The trick: take axes along and perpendicular to the incline, not horizontal and vertical.

• x-axis: along the incline (upward positive)
• y-axis: perpendicular to the incline

In this frame, $g$ has two components:

• Along incline: $g\sin\beta$ (decelerating the projectile along x)
• Perpendicular to incline: $g\cos\beta$ (pulling it back to the surface)

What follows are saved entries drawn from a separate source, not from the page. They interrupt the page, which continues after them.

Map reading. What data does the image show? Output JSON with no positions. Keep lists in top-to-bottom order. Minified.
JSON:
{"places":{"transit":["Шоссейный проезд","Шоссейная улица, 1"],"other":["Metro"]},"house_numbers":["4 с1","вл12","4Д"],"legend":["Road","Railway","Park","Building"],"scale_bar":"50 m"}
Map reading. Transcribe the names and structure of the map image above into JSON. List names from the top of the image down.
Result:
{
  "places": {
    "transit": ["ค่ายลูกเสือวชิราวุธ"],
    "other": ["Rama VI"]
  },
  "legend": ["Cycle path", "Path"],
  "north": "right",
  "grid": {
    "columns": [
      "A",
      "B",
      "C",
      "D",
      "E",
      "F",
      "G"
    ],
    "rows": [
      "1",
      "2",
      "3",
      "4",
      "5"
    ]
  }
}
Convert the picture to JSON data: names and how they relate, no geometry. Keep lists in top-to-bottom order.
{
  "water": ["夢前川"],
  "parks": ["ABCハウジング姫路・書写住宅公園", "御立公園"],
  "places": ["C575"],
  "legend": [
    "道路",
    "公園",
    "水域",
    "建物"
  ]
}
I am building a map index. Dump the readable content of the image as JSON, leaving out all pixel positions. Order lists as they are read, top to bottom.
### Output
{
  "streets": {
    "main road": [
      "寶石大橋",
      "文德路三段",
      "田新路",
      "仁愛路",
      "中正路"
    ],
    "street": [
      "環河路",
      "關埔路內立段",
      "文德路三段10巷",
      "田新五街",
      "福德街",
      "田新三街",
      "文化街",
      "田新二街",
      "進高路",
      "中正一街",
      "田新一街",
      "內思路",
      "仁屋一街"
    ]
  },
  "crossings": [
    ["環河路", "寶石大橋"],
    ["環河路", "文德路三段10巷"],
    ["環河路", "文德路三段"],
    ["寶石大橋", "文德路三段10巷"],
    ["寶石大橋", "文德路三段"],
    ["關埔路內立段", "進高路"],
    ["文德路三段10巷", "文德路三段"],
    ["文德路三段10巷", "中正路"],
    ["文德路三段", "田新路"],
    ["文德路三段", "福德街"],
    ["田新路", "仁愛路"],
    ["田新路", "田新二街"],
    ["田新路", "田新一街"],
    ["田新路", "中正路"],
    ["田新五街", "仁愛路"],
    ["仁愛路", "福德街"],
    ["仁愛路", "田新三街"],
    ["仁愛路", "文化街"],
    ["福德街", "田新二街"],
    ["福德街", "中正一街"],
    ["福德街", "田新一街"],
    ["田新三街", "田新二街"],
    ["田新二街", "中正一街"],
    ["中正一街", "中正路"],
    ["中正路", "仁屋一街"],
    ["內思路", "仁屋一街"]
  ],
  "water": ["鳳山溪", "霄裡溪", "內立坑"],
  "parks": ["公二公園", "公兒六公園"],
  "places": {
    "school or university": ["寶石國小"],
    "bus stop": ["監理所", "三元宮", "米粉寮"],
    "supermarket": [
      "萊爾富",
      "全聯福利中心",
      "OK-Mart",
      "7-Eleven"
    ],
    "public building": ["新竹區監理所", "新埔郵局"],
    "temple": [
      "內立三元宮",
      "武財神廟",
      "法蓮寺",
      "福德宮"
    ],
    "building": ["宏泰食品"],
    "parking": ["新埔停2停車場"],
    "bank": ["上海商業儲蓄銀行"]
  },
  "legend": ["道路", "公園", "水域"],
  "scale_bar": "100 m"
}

If the launch speed is $u$ at angle $\alpha$ with the incline:

$u_x = u\cos\alpha, \quad u_y = u\sin\alpha$

The motion along the incline and perpendicular to it can now be treated independently.

The projectile returns to the incline when $y = 0$:

$0 = u\sin\alpha \cdot T - \frac{1}{2}g\cos\beta \cdot T^2$

$T = \frac{2u\sin\alpha}{g\cos\beta}$

Compare with flat ground: $T = 2u\sin\alpha/g$. The denominator now has $g\cos\beta$ instead of $g$.

$R = u\cos\alpha \cdot T - \frac{1}{2}g\sin\beta \cdot T^2$

Substituting $T$:

$R = \frac{2u^2\sin\alpha\cos(\alpha+\beta)}{g\cos^2\beta}$

Maximum range occurs when $\alpha = \frac{\pi}{4} - \frac{\beta}{2}$, i.e., the launch angle bisects the angle between the incline and the vertical.